Bug 810605

Summary: Segfault with freeradius-perl threading
Product: Red Hat Enterprise Linux 6 Reporter: Matt Ezell <matt+rh>
Component: freeradiusAssignee: John Dennis <jdennis>
Status: CLOSED ERRATA QA Contact: Patrik Kis <pkis>
Severity: medium Docs Contact:
Priority: unspecified    
Version: 6.2CC: dpal, ksrot, pkis
Target Milestone: rc   
Target Release: ---   
Hardware: x86_64   
OS: Linux   
Whiteboard:
Fixed In Version: Doc Type: Bug Fix
Doc Text:
Story Points: ---
Clone Of:
: 846475 (view as bug list) Environment:
Last Closed: 2012-06-20 14:06:17 UTC Type: Bug
Regression: --- Mount Type: ---
Documentation: --- CRM:
Verified Versions: Category: ---
oVirt Team: --- RHEL 7.3 requirements from Atomic Host:
Cloudforms Team: --- Target Upstream Version:
Embargoed:
Bug Depends On:    
Bug Blocks: 846475    

Description Matt Ezell 2012-04-07 04:36:43 UTC
Description of problem:

FreeRADIUS has a thread pool that will dynamically grow based on load.  If multiple threads using rlm_perl are spawned in quick succession, a segfault can occur due to parallel calls to rlm_perl_clone

Version-Release number of selected component (if applicable):

freeradius-perl-2.1.10-5.el6.x86_64

How reproducible:

Every time multiple threads are spawned in parallel

Steps to Reproduce:
1. Install freeradius and freeradius-perl
2. Setup test users and have FreeRADIUS use an example rlm_perl module
3. Hit the server with many parallel requests, such as with radclient
  
Actual results:

Server segfaults

Expected results:

Server should be able to handle the load just fine

Additional info:

A fix has been committed upstream (commit a97f8cc93a6f282777935e9b8a49c22c3fcc4647 at https://github.com/alandekok/freeradius-server/commit/a97f8cc93a6f282777935e9b8a49c22c3fcc4647#src/modules/rlm_perl/rlm_perl.c)

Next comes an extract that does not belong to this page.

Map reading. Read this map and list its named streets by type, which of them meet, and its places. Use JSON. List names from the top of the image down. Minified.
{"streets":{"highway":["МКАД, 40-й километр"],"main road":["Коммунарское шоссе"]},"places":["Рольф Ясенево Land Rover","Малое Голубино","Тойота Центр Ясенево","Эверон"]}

Comment 2 Patrik Kis 2012-04-10 11:29:43 UTC
Hi Matt,

I'm trying to reproduce this issue based on your description but no luck. Could you please describe the reproduce scenario more detailed?

I basically used the default config, just added "perl" in sites-enabled/default to authorize section and checked in debug logs that rlm_perl is used. Then with radtest send about 20 parallel requests. The result is: no segfault.

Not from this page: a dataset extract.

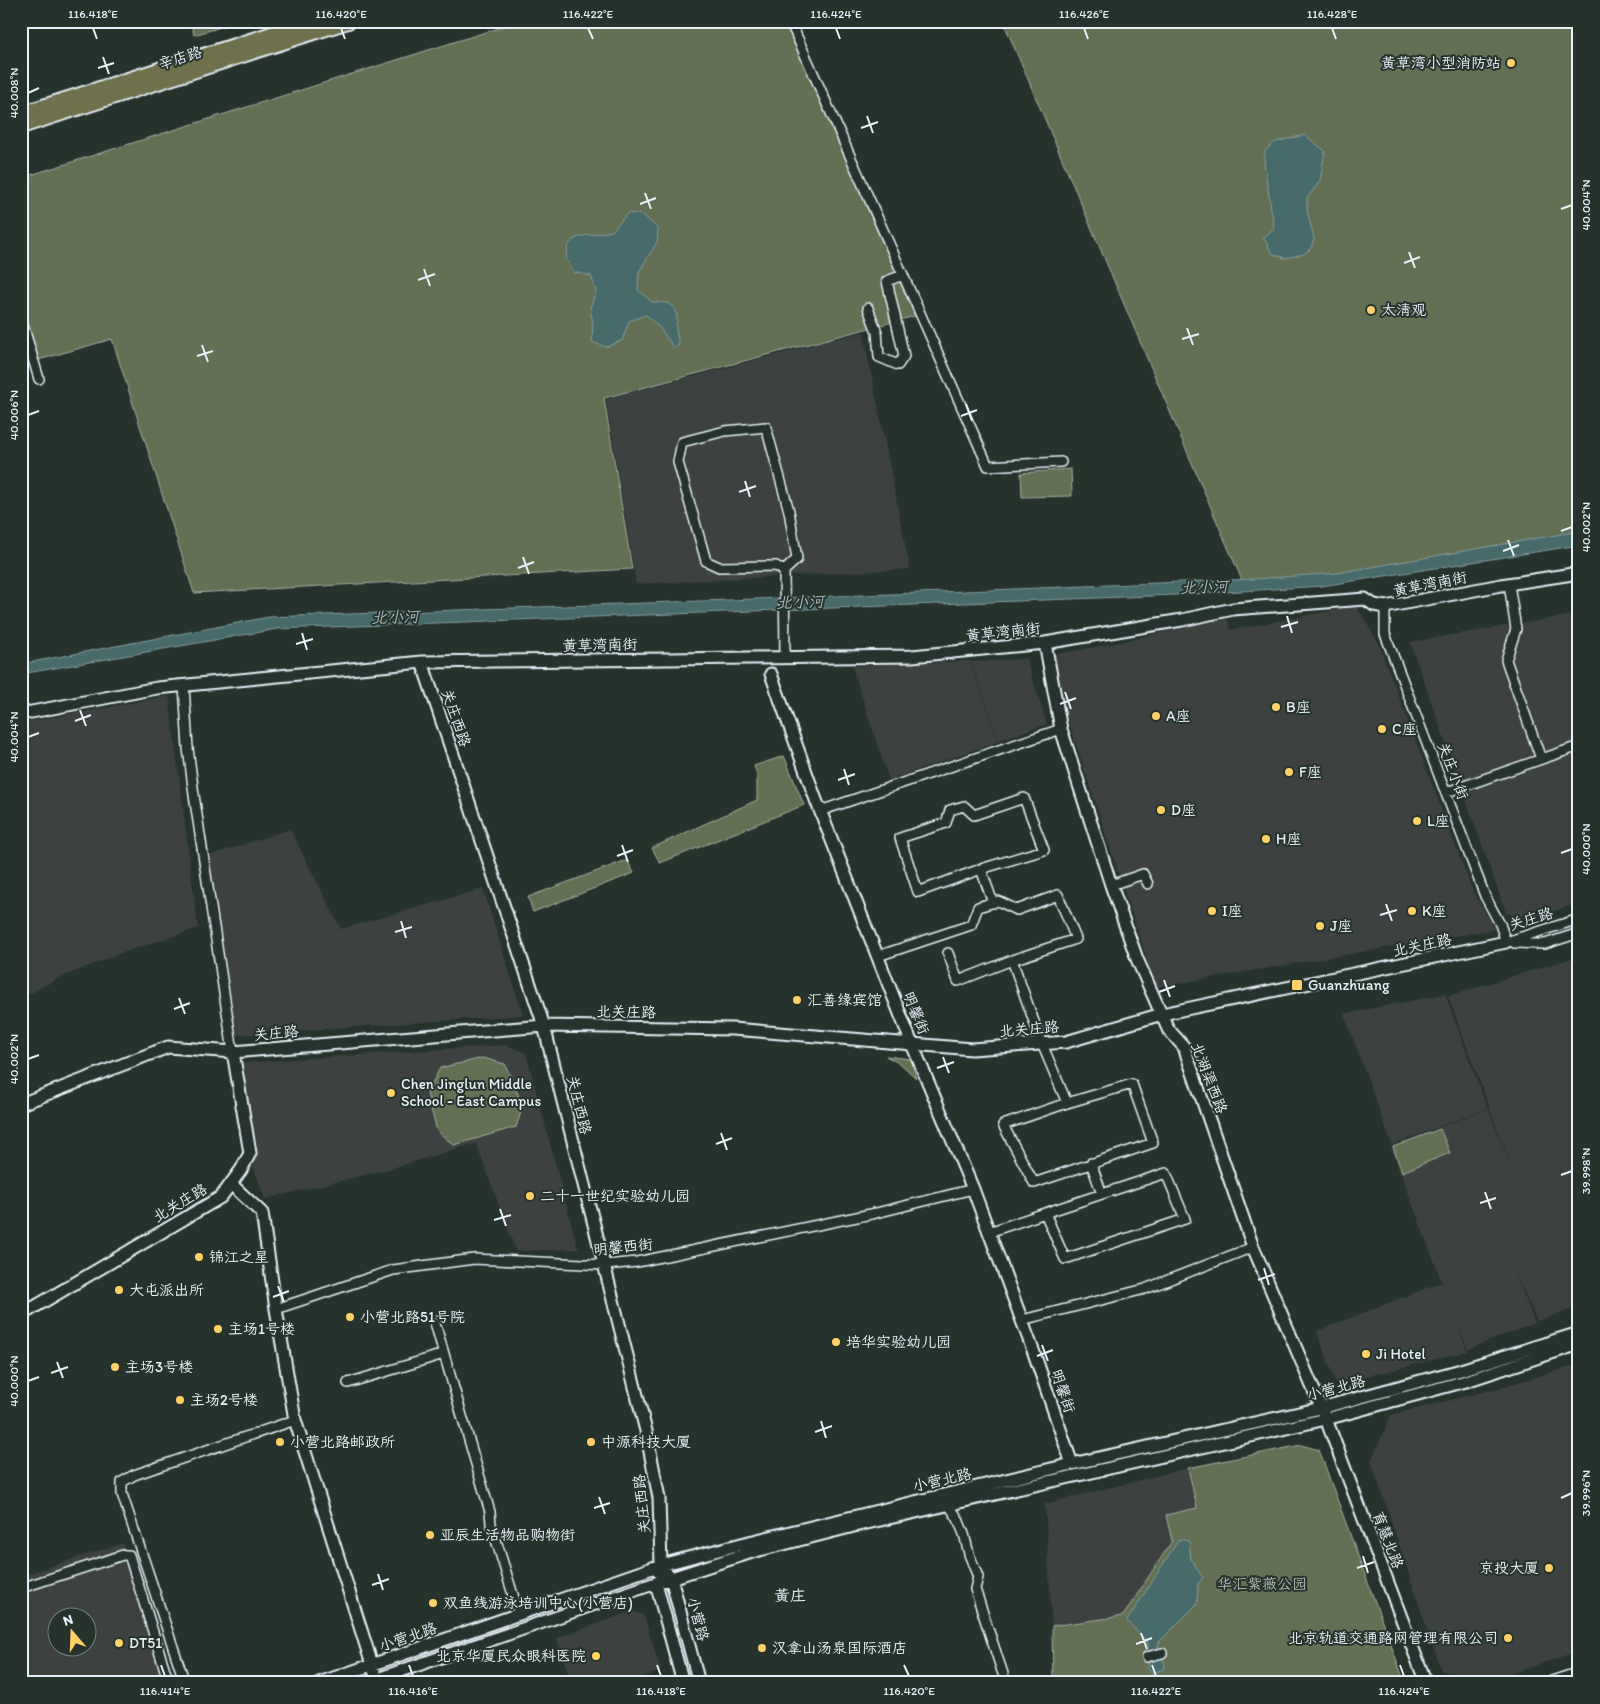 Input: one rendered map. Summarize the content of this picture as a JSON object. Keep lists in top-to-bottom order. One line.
{"streets":{"main road":["辛店路"],"street":["黄草湾南街","关庄西路","关庄小街","关庄路","北关庄路","明馨街","北湖渠西路","明馨西街","小营北路","育慧北路","小营路"]},"crossings":[["黄草湾南街","关庄西路"],["黄草湾南街","关庄小街"],["黄草湾南街","北湖渠西路"],["关庄西路","关庄路"],["关庄西路","北关庄路"],["关庄西路","明馨西街"],["关庄西路","小营北路"],["关庄西路","小营路"],["关庄小街","关庄路"],["关庄小街","北关庄路"],["关庄路","北关庄路"],["北关庄路","明馨街"],["北关庄路","北湖渠西路"],["明馨街","明馨西街"],["明馨街","小营北路"],["北湖渠西路","小营北路"],["北湖渠西路","育慧北路"],["小营北路","育慧北路"],["小营北路","小营路"]],"districts":["黄庄"],"water":["北小河"],"parks":["华汇紫薇公园"],"places":{"other":["黄草湾小型消防站","太清观","B座","A座","C座","F座","D座","L座","H座","I座","K座","J座","汇善缘宾馆","Chen Jinglun Middle School - East Campus","二十一世纪实验幼儿园","锦江之星","大屯派出所","小营北路51号院","主场1号楼","培华实验幼儿园","Ji Hotel","主场3号楼","主场2号楼","小营北路邮政所","中源科技大厦","亚辰生活物品购物街","京投大厦","双鱼线游泳培训中心(小营店)","北京轨道交通路网管理有限公司","DT51","汉拿山汤泉国际酒店","北京华厦民众眼科医院"],"transit":["Guanzhuang"]},"north":"top","coordinates":["116.418°E","116.420°E","116.422°E","116.424°E","116.426°E","116.428°E","40.008°N","40.004°N","40.006°N","40.002°N","40.000°N","39.998°N","39.996°N","116.414°E","116.416°E"]} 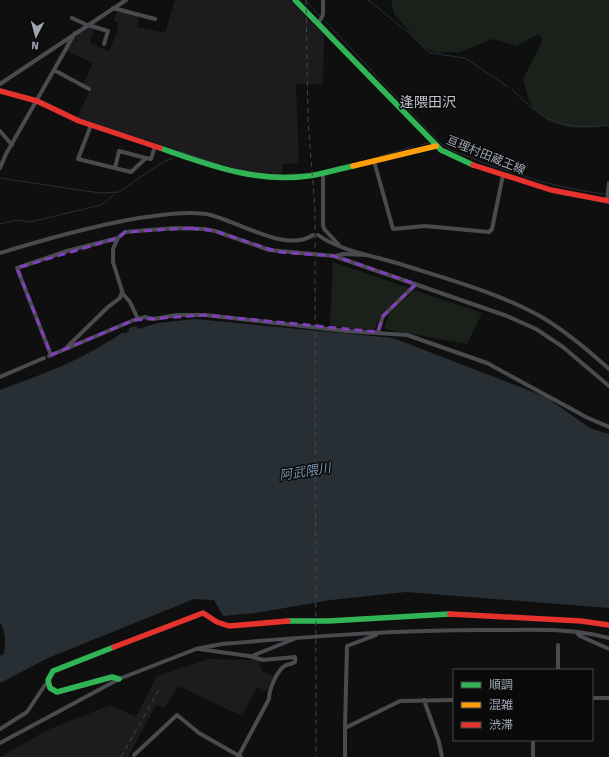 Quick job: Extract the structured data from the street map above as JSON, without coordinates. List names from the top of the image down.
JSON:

Comment 3 Karel Srot 2012-04-10 12:45:13 UTC
Hi Matt,
to be more specific, I have configured radiusd with rlm_perl:

$ radtest badusername passwd localhost 1 testing123Sending Access-Request of id 138 to 127.0.0.1 port 1812
	User-Name = "badusername"
	User-Password = "passwd"
	NAS-IP-Address = 127.0.0.1
	NAS-Port = 1
rad_recv: Access-Reject packet from host 127.0.0.1 port 1812, id=138, length=56
	Reply-Message = "Denied access by rlm_perl function"

$ radtest goodusername passwd localhost 1 testing123
Sending Access-Request of id 103 to 127.0.0.1 port 1812
	User-Name = "goodusername"
	User-Password = "passwd"
	NAS-IP-Address = 127.0.0.1
	NAS-Port = 1
rad_recv: Access-Accept packet from host 127.0.0.1 port 1812, id=103, length=31
	h323-credit-amount = "100"

I tried to reproduce the bug executing following loop 25x in parallel:

$ while true; do radtest goodusername passwd localhost 1 testing123 &> /dev/null ; done &

but radiusd didn't crash (I killed it after 15 minutes). 

Were you able to reproduce it? How many is "many parallel requests" and how fast it should crash?

Thank you in advance.

Comment 7 Matt Ezell 2012-04-10 16:09:13 UTC
Sorry for not being more specific with the reproducer.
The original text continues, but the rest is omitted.